- [Task prompt] Take from the data every line in which the word "down" is found.

- [Provided entries]

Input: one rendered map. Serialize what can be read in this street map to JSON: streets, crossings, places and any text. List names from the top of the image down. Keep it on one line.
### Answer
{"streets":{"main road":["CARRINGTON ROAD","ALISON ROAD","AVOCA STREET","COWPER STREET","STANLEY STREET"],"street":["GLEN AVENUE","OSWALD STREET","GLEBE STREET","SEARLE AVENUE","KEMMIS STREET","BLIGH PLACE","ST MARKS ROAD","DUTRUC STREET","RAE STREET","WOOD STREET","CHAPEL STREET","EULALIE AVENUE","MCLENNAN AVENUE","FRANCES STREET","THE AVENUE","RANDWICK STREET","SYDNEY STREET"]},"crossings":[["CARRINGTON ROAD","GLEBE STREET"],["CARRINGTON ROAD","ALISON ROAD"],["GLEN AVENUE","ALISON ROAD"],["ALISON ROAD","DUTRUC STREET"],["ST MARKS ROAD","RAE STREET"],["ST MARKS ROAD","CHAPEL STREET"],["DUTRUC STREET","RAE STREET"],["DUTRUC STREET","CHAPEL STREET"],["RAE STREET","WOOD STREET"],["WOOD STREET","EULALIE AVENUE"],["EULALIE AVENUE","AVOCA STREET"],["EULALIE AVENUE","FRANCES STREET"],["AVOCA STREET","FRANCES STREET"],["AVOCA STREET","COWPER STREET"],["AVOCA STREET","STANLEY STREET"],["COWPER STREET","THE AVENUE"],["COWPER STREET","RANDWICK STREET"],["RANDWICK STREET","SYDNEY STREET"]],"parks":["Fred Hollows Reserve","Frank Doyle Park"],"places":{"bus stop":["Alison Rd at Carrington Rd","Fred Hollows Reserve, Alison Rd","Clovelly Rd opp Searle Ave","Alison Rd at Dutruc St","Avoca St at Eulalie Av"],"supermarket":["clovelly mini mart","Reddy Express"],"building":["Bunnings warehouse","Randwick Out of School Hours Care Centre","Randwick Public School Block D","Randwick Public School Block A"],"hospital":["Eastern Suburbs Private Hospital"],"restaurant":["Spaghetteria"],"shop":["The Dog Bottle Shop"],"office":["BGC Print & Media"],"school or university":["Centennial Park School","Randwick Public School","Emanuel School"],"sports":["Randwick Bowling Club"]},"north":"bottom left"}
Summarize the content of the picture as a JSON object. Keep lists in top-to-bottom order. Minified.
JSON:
* * *
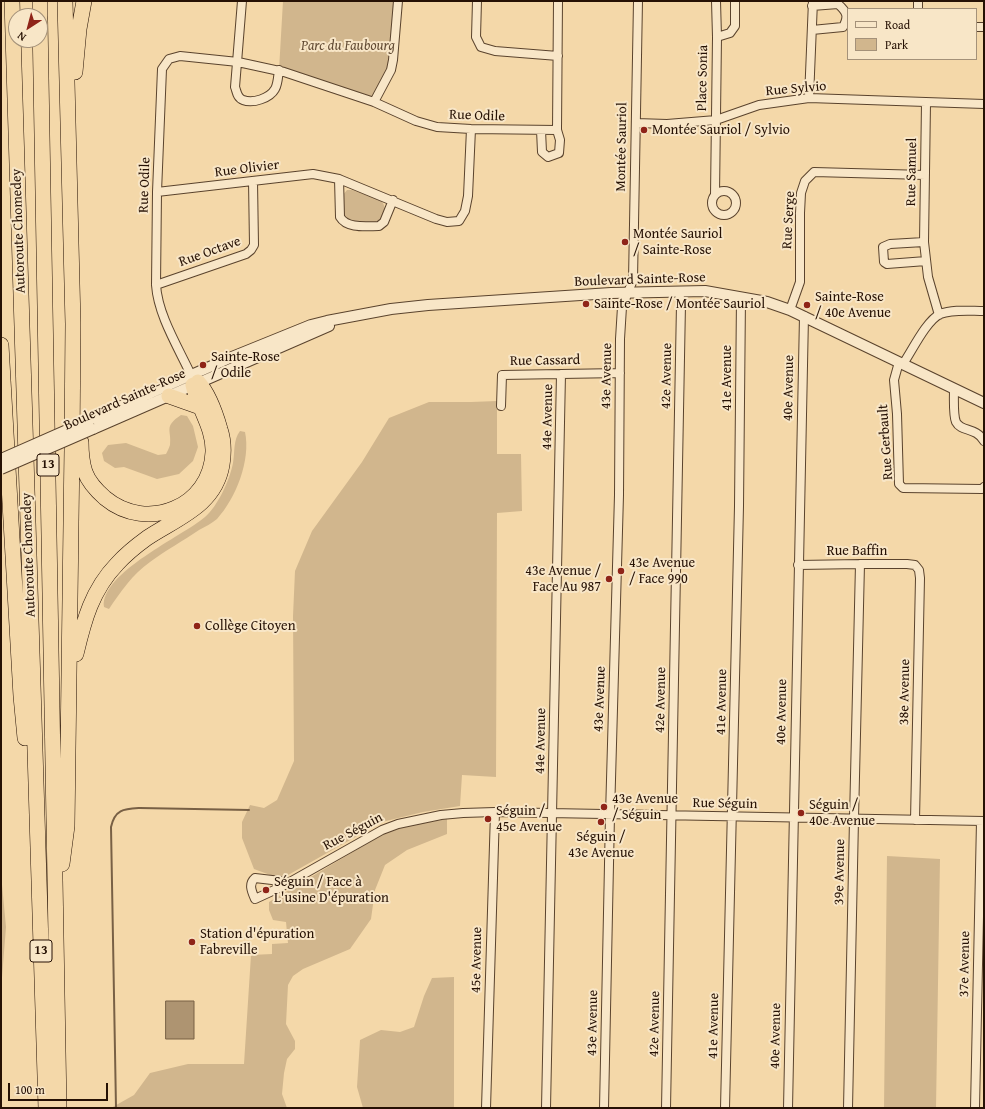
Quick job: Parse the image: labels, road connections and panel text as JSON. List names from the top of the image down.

- [Written reply]
Input: one rendered map. Serialize what can be read in this street map to JSON: streets, crossings, places and any text. List names from the top of the image down. Keep it on one line.
Quick job: Parse the image: labels, road connections and panel text as JSON. List names from the top of the image down.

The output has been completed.